Auch der Verwaltungsaufwand in Deutschland ist enorm: "Der hohe Regulierungsgrad, ein unflexibler Arbeitsmarkt und hohe Sozialstandards bleiben für Investoren in Deutschland ein Ärgernis", sagt Peter Englisch von Ernst & Young. Seine Studie zeige, dass daher Länder, die noch vor wenigen Jahren keine Rolle spielten, zu Konkurrenten im weltweiten Standortwettbewerb würden. "China, Indien und die osteuropäischen Länder drohen, Deutschland den Rang abzulaufen", warnt Englisch.

Logo des Europäischen Patentamtes

Positive Rahmenbedingungen

Als Pluspunkte hoben die Unternehmen seiner Studie jedoch den Zugang zu Finanzinvestoren in der Bundesrepublik hervor, ebenso wie die gute Infrastruktur und die geographische Lage in der Mitte Europas.

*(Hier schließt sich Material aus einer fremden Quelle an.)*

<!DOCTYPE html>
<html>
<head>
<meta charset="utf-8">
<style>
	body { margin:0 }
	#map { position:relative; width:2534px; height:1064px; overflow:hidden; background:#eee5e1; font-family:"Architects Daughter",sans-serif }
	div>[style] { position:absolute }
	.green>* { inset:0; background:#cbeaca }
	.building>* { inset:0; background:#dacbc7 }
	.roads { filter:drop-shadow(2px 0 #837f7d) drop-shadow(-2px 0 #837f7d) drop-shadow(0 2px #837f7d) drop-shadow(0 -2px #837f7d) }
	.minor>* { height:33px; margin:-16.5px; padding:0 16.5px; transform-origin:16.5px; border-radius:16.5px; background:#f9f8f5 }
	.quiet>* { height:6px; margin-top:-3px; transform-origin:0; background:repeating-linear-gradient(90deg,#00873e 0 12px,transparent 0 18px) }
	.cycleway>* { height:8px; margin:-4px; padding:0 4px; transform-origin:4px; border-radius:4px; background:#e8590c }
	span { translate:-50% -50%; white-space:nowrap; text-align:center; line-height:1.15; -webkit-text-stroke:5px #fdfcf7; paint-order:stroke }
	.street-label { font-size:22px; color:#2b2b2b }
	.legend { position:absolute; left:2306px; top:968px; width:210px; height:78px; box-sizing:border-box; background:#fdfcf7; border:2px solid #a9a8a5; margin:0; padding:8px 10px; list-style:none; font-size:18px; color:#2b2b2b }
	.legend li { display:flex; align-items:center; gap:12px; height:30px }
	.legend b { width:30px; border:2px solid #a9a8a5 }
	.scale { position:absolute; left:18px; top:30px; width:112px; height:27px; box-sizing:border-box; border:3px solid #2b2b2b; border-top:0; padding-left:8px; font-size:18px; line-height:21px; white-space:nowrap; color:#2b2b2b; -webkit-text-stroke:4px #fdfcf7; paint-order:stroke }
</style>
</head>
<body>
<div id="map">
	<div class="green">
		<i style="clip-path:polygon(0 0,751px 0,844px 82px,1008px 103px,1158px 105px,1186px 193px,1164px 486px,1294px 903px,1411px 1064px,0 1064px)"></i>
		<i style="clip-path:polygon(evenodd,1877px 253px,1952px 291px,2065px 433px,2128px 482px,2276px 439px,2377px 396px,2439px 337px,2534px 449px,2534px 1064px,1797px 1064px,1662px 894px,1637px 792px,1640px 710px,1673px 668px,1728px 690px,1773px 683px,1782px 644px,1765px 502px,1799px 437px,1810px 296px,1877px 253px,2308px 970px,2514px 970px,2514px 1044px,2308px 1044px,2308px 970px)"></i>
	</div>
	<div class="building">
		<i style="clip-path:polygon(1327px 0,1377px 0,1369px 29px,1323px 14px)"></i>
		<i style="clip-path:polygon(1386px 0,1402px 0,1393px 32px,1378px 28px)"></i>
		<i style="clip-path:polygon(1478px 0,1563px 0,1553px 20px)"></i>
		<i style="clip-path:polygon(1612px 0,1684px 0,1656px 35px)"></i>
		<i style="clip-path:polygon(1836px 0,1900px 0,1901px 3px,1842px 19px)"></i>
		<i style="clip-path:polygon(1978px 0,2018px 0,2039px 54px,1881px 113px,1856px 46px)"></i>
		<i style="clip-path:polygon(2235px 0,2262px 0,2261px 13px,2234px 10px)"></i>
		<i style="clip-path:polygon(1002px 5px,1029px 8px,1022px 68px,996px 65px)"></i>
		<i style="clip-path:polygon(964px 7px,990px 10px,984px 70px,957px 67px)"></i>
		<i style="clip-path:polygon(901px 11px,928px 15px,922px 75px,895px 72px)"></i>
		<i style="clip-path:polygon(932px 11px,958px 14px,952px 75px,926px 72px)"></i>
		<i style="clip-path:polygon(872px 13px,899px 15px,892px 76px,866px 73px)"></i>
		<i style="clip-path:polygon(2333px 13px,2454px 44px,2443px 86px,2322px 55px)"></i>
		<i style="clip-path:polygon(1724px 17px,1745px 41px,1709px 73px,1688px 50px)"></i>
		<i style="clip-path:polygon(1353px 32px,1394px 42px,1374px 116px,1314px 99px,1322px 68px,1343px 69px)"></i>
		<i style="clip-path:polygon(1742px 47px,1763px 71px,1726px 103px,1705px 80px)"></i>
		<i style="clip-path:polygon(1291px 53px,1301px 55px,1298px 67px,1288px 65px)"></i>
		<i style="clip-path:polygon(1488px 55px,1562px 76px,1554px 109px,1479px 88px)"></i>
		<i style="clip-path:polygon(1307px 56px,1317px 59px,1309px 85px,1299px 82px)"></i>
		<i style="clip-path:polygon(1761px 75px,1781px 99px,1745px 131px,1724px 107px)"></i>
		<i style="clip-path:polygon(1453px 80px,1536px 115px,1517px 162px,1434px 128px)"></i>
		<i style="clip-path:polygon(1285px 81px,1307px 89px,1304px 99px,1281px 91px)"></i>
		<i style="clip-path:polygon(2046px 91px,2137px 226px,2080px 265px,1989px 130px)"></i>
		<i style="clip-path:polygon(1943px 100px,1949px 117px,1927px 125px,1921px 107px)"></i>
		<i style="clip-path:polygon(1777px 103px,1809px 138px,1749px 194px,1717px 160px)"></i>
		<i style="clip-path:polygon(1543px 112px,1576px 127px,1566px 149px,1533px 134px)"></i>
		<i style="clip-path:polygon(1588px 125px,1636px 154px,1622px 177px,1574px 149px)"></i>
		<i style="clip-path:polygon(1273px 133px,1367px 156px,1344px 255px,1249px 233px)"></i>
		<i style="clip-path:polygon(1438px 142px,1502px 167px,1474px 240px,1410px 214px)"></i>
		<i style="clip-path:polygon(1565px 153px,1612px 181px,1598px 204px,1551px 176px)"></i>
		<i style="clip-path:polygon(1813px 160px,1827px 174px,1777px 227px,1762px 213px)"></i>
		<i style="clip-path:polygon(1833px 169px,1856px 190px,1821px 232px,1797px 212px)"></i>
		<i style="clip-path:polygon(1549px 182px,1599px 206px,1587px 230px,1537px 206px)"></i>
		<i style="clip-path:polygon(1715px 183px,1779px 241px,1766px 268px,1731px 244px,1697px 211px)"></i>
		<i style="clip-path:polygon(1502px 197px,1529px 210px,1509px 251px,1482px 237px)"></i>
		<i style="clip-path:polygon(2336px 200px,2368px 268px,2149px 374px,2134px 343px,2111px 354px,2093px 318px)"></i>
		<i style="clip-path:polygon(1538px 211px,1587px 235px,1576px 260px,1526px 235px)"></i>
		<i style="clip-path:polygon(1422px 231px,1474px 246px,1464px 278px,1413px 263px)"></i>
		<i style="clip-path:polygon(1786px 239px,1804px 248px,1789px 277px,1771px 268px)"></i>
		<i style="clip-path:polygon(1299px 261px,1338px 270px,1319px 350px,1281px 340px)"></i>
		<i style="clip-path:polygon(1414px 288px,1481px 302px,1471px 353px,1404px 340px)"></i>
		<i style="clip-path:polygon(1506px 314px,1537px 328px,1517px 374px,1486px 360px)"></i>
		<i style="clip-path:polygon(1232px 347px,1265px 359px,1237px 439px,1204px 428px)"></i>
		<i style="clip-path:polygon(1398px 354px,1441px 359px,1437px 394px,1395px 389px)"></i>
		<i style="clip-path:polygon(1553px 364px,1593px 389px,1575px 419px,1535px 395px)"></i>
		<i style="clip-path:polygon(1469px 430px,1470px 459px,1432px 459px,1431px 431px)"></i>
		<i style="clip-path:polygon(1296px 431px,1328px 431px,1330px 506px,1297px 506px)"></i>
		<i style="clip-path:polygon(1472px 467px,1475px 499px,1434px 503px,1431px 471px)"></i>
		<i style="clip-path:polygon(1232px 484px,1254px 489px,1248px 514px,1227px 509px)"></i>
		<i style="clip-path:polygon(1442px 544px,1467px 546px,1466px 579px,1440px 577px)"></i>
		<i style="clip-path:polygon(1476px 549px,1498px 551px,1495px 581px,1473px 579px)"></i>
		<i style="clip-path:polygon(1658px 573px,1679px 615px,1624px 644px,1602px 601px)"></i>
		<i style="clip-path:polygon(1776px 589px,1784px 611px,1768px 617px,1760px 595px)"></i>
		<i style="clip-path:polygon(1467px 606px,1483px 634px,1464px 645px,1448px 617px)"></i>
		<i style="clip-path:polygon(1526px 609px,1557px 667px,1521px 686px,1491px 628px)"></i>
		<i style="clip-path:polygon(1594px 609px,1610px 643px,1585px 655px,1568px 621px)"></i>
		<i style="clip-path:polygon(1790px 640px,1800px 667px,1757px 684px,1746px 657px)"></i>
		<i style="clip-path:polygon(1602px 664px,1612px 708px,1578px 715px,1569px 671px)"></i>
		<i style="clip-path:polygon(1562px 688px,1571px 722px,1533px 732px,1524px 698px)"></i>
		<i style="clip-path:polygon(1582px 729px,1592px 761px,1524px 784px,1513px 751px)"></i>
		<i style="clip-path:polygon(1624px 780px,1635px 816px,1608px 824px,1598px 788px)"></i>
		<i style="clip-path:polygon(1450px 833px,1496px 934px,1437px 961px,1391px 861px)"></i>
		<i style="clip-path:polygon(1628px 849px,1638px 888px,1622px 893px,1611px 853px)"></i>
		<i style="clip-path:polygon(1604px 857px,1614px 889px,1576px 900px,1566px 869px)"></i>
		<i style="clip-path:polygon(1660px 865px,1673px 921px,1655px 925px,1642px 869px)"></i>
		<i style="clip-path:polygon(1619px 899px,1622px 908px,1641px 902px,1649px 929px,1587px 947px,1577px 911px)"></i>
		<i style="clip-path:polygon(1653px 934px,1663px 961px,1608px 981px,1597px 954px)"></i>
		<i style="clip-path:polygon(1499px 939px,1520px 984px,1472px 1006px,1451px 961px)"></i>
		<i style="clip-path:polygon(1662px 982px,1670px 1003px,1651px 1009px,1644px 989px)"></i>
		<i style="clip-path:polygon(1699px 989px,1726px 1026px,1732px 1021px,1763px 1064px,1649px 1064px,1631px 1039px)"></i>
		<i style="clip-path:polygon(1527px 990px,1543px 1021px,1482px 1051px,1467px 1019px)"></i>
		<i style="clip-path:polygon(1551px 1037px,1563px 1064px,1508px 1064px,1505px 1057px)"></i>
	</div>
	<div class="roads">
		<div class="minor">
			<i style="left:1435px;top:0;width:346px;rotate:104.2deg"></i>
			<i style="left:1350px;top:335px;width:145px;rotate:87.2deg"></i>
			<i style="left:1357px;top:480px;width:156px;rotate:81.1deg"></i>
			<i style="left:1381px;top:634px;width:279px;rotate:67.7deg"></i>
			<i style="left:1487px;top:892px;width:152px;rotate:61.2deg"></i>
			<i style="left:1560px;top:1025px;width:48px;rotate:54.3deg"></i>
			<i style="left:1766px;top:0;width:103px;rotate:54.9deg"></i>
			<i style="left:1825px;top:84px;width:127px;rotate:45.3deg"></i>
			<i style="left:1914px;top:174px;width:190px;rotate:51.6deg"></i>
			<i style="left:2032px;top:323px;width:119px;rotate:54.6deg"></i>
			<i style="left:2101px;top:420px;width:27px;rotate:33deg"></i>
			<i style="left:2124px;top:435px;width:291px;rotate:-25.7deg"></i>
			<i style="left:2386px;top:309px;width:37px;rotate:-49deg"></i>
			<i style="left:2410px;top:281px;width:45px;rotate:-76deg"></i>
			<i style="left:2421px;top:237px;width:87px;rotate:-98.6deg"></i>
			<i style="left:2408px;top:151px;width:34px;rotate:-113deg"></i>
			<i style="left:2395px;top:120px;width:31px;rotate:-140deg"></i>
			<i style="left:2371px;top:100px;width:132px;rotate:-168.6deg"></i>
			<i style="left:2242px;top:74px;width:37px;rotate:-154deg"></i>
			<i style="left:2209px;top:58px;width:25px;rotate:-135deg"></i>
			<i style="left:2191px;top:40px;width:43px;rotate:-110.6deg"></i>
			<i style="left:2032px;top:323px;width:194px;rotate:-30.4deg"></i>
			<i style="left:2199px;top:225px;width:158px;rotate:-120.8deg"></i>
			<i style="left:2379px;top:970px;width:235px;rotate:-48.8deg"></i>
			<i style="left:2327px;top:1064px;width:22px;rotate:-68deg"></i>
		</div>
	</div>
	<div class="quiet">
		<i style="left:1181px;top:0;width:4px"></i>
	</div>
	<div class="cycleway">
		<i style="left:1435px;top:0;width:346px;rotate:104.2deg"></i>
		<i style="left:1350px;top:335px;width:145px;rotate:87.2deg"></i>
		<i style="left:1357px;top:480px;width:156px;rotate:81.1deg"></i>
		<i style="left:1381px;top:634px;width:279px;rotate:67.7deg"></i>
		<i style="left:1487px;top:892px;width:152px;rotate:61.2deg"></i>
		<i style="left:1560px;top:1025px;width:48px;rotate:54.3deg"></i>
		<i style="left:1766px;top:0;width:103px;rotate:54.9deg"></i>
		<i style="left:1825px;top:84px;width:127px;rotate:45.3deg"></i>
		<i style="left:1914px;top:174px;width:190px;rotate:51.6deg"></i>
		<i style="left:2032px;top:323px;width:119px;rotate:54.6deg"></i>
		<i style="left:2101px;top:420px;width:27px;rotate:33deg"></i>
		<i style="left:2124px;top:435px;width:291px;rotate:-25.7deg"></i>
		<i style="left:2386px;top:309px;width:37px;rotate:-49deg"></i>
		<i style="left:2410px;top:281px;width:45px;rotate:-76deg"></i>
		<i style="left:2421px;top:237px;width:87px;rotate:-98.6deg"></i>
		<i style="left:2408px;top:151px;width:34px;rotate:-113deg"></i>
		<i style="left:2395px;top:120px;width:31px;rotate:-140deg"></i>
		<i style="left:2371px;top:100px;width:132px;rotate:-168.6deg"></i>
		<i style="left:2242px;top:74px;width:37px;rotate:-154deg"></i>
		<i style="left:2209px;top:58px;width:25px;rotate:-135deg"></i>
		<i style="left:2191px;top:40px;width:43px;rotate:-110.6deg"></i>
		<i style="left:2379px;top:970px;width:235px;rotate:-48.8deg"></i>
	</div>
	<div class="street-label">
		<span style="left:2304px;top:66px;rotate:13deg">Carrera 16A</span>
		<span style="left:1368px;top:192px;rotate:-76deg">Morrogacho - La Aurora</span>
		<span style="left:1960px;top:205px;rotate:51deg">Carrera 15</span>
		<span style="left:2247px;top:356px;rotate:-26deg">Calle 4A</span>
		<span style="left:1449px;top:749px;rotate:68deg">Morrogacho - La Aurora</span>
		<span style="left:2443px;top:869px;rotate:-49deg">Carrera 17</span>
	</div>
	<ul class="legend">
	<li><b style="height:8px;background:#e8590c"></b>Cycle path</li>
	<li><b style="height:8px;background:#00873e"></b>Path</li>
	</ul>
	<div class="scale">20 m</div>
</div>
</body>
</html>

Auch Rechtssicherheit und politische Stabilität seien relevante Faktoren, fügt Kroker vom IW hinzu: "Ein funktionierendes Gemeinwesen ist nicht zu unterschätzen: Das deutsche ist zwar kompliziert aber nicht korrupt. Das schafft Verlässlichkeit."

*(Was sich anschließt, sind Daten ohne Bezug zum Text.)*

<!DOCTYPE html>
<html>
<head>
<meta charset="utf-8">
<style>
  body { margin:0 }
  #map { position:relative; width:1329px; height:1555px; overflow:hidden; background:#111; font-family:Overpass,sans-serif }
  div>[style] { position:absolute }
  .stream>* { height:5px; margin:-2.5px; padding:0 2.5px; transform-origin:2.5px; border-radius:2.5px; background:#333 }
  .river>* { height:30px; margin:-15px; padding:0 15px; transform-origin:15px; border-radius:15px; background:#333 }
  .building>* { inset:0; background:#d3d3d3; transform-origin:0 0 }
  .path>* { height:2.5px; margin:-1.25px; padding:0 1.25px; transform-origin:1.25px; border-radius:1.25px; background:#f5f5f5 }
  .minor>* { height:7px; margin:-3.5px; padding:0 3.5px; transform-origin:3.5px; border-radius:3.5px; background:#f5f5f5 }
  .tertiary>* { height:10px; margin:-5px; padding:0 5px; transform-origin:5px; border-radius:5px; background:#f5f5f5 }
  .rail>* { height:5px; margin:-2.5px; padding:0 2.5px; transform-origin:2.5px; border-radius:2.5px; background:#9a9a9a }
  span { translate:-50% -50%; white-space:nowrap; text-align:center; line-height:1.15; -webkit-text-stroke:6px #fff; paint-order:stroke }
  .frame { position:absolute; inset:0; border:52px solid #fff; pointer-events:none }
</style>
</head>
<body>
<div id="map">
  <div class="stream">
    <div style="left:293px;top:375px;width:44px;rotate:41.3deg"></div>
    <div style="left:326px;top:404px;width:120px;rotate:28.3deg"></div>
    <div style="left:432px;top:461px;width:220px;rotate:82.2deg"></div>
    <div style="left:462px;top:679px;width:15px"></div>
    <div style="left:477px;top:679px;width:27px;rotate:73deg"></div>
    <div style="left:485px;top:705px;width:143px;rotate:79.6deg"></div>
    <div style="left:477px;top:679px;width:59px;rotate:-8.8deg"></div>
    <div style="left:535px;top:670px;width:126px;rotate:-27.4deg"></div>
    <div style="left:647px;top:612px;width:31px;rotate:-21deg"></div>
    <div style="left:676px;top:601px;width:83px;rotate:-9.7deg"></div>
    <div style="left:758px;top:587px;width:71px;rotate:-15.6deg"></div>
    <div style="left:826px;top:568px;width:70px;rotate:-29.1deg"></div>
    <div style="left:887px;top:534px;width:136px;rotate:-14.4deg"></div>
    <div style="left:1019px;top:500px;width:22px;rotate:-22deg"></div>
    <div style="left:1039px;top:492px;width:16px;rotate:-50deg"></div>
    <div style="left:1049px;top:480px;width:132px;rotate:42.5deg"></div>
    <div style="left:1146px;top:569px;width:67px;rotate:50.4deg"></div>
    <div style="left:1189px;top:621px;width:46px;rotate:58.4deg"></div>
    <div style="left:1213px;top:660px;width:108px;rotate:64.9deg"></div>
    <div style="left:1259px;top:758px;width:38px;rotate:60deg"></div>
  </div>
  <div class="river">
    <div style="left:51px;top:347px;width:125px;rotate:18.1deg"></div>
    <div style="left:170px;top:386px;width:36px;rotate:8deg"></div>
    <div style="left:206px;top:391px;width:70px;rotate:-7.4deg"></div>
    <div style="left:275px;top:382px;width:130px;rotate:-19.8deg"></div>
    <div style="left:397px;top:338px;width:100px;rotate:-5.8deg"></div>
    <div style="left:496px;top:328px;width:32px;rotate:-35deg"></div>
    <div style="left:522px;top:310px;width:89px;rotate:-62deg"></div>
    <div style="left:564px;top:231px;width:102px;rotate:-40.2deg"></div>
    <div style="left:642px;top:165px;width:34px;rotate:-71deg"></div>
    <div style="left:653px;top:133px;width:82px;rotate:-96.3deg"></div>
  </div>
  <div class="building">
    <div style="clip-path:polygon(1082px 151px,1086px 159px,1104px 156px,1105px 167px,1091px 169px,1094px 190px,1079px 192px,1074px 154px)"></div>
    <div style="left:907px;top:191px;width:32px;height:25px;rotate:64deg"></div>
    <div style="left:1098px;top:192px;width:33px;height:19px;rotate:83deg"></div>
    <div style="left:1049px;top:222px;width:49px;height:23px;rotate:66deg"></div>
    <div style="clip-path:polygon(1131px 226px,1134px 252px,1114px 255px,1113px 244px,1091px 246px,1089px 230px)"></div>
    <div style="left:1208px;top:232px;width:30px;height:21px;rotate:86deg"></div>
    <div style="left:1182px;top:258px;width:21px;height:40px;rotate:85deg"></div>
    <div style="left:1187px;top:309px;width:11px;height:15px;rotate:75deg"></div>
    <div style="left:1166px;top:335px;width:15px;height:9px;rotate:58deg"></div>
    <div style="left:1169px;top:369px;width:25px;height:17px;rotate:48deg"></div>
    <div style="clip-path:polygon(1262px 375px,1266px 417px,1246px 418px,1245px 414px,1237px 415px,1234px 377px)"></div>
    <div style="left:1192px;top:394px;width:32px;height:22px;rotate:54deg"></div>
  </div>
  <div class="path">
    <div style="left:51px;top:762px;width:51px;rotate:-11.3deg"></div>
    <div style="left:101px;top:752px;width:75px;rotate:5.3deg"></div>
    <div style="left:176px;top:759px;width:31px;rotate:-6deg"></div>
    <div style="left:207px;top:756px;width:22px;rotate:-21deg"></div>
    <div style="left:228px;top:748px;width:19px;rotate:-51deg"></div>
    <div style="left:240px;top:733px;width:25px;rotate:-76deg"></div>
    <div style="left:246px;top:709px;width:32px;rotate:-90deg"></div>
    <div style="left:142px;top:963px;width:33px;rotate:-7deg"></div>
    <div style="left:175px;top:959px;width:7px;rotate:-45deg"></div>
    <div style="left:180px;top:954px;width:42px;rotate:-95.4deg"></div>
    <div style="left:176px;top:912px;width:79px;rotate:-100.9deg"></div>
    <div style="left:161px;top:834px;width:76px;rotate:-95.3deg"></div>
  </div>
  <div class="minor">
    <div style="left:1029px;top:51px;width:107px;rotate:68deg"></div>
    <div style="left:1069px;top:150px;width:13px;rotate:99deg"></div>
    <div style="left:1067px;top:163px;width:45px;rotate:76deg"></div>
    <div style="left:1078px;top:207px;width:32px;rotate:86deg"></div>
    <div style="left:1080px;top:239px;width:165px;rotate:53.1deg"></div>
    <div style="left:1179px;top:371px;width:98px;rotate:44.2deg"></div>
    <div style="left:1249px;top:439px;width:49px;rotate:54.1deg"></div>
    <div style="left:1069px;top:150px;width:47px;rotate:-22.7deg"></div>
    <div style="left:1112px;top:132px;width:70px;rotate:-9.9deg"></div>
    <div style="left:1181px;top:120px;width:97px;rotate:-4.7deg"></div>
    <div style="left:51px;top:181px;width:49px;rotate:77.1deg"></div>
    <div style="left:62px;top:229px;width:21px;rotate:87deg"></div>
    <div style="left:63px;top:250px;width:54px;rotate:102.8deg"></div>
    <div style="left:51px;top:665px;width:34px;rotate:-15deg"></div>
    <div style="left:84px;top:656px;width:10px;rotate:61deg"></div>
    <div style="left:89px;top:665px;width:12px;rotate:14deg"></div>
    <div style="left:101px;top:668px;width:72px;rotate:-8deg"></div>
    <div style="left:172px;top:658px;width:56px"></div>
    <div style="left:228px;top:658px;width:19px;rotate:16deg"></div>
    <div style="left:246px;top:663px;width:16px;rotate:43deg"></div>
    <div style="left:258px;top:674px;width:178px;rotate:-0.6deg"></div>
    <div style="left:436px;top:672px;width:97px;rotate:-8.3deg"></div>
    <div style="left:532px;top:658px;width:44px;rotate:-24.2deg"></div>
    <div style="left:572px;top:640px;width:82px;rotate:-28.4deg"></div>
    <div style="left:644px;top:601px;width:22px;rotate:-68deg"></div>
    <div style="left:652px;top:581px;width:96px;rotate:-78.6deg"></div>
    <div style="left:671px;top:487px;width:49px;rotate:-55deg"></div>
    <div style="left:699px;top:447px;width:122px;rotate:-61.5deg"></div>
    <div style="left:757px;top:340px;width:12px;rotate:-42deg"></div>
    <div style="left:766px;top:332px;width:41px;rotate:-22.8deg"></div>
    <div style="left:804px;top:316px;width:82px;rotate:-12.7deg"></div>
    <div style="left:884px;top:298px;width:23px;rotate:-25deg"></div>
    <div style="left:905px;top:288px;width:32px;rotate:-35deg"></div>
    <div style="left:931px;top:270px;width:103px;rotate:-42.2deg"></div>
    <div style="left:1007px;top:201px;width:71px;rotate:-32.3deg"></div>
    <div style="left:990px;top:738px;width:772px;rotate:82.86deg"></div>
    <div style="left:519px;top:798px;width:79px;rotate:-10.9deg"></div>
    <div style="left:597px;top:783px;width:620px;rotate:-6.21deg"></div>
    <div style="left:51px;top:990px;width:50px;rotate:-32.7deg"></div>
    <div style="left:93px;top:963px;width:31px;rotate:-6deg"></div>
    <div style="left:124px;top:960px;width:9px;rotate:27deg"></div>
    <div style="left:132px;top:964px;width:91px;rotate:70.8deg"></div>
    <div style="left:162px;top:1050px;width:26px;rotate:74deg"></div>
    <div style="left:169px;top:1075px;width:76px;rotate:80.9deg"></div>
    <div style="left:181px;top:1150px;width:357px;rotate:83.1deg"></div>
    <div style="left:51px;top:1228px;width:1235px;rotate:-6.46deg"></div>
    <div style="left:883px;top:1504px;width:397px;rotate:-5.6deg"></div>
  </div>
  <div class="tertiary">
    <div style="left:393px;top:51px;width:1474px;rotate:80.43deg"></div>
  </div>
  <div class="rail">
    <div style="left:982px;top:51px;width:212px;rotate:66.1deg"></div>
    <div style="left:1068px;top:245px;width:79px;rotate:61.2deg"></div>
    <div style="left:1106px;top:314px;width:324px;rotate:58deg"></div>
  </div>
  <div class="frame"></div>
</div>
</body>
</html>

Pluspunkt: InfrastrukturBild: AP

Zu Pessimismus besteht somit für den Wirtschaftsexperten kein Grund: "Deutschland hat Potenziale, aber die heben sich nicht von selbst." Zwar gebe es noch viele Baustellen, aber Kroker ist zuversichtlich, dass die Bürger wirtschaftliche Reformen auch mittragen würden: "Das ist vor allem eine Frage der transparenten und verständlichen Vermittlung durch die Politiker."